Saved entries:
☆ ☆ ☆ ☆ ☆

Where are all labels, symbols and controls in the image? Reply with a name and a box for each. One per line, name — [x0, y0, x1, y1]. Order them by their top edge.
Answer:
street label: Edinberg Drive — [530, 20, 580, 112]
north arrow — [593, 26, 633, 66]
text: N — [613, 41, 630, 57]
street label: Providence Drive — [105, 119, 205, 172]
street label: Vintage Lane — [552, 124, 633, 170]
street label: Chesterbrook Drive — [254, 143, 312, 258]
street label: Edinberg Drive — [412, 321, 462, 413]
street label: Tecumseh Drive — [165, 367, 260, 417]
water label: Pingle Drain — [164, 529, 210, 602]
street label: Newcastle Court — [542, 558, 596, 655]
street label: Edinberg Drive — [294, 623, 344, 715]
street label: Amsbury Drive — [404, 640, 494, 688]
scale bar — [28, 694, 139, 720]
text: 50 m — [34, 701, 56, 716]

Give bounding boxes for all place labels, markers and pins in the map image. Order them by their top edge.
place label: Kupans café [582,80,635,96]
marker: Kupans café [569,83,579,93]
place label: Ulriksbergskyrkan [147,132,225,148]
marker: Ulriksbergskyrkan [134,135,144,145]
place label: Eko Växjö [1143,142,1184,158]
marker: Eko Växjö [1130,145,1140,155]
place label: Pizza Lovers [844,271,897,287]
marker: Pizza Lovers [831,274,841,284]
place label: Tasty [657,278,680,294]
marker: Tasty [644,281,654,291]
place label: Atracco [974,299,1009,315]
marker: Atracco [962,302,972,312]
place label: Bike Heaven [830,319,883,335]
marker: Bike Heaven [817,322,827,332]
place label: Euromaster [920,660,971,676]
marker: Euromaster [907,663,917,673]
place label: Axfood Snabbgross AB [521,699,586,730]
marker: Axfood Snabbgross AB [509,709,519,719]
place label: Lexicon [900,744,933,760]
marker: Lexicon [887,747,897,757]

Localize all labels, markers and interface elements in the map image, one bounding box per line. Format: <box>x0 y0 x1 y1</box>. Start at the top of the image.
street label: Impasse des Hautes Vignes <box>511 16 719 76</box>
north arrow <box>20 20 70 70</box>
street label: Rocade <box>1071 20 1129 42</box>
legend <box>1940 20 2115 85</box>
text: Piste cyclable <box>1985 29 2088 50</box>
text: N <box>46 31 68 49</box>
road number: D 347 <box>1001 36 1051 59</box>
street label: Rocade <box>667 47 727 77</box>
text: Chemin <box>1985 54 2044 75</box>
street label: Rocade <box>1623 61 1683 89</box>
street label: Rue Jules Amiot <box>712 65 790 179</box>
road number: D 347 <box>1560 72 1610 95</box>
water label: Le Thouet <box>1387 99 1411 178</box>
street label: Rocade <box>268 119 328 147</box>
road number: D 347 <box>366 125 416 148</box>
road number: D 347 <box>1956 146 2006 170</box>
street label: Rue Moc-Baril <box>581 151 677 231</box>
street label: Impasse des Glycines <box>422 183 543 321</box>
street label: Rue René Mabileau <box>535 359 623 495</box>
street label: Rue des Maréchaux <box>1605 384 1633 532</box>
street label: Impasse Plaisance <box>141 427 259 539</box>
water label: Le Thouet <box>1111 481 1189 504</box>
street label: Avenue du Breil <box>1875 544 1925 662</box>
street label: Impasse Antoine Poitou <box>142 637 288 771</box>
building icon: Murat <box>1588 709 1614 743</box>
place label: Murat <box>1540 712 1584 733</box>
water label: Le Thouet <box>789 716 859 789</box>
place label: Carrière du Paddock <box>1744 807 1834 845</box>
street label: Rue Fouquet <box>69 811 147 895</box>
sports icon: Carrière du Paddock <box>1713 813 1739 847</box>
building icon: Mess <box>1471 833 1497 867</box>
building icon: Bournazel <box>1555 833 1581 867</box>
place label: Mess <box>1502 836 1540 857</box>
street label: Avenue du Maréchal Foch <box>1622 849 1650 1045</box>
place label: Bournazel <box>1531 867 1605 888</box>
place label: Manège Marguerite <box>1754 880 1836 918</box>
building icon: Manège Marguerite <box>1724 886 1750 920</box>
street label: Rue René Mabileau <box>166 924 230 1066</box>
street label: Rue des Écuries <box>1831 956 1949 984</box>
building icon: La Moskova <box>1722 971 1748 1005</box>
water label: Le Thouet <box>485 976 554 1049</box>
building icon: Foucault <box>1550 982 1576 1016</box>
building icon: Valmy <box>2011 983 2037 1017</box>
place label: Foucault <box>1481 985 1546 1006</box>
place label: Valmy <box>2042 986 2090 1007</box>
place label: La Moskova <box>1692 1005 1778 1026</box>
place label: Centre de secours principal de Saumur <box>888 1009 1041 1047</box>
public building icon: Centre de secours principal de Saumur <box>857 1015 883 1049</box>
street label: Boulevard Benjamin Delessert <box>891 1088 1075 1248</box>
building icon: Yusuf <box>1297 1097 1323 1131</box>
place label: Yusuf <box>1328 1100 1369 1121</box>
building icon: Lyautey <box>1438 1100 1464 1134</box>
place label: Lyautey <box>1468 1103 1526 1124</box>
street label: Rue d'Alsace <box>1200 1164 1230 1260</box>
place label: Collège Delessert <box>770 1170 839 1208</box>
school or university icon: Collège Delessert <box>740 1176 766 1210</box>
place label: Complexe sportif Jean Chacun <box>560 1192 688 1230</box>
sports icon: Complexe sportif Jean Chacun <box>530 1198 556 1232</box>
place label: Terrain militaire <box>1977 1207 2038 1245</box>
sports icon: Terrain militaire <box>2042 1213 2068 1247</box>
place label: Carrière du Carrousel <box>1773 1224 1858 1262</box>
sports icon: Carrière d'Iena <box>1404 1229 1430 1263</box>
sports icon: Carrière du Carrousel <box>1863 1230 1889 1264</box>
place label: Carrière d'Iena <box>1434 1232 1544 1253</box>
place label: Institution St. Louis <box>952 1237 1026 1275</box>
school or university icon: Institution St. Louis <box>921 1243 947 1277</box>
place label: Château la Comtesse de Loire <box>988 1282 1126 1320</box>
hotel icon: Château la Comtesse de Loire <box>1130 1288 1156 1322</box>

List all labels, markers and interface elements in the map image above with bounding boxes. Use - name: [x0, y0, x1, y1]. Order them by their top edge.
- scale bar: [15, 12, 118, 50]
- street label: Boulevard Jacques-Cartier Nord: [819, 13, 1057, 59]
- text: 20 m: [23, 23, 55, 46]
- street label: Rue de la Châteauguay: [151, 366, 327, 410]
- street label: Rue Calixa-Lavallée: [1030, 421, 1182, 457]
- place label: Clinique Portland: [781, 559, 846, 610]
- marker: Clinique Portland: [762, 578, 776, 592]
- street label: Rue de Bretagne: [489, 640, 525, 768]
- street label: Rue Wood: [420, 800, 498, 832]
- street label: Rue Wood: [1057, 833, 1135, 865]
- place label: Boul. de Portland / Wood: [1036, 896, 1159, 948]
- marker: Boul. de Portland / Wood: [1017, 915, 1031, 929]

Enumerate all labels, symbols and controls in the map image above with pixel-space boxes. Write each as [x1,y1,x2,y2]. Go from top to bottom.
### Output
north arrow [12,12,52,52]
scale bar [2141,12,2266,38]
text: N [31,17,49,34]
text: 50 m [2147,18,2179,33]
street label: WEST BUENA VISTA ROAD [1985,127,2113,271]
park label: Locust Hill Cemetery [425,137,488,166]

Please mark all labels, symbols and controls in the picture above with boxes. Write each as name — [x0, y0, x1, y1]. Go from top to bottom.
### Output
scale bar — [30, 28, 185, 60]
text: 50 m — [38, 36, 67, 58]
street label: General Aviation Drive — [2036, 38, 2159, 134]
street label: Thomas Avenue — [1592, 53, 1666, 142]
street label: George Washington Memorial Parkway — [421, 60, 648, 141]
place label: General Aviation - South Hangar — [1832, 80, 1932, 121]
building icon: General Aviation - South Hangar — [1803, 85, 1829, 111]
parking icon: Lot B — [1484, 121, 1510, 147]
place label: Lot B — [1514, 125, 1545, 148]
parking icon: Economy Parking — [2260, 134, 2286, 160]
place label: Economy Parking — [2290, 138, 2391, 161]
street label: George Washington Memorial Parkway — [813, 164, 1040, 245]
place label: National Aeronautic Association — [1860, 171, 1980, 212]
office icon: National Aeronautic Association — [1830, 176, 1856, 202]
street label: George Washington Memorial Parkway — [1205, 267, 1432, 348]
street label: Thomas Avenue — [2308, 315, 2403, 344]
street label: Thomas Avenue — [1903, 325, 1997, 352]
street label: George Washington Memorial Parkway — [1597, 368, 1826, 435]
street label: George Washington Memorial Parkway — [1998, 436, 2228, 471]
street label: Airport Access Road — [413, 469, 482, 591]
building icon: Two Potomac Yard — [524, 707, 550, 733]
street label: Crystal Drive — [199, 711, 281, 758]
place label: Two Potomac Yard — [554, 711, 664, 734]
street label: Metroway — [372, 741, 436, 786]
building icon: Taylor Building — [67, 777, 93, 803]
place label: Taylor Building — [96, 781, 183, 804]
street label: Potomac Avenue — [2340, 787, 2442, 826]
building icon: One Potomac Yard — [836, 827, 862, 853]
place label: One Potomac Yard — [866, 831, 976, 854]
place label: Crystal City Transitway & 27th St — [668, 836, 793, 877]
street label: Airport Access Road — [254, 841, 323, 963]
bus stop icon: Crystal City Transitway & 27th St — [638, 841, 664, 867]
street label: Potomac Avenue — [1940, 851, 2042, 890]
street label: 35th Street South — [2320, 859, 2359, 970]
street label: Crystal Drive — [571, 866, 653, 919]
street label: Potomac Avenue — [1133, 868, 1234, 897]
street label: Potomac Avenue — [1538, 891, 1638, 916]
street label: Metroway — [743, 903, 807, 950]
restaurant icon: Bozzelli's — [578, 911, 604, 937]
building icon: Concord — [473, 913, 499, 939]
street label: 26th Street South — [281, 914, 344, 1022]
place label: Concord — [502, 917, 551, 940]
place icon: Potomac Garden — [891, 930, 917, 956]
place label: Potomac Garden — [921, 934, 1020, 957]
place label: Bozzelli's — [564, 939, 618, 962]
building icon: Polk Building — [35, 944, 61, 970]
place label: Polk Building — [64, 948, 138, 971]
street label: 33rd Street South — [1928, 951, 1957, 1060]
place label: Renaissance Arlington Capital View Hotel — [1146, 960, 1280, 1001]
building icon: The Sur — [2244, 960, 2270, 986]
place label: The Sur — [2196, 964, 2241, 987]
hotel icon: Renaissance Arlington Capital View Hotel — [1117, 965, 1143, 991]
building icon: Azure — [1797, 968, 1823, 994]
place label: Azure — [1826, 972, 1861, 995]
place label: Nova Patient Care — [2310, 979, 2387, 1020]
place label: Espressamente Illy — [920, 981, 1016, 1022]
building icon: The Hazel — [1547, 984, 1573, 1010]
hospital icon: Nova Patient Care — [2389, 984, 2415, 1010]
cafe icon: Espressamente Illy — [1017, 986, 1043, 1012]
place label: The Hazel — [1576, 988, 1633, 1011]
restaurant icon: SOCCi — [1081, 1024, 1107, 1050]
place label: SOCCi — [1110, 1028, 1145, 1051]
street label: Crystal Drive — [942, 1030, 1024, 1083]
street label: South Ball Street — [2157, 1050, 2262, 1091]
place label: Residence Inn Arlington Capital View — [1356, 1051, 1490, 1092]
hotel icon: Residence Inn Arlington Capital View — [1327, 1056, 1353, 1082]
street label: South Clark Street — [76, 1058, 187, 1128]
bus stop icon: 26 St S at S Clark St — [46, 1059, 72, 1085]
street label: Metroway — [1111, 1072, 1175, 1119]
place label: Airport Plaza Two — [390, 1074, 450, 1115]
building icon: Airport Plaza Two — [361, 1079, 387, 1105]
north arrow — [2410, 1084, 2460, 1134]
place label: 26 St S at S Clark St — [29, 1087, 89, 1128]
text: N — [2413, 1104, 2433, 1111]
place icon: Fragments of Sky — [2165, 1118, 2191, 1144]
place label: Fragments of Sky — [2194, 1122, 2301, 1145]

☆ ☆ ☆ ☆ ☆

TASK DIRECTIONS:
Show every line in the records above that contains the word "Atracco".

REPLY TO THE EXERCISE:
place label: Atracco [974,299,1009,315]
marker: Atracco [962,302,972,312]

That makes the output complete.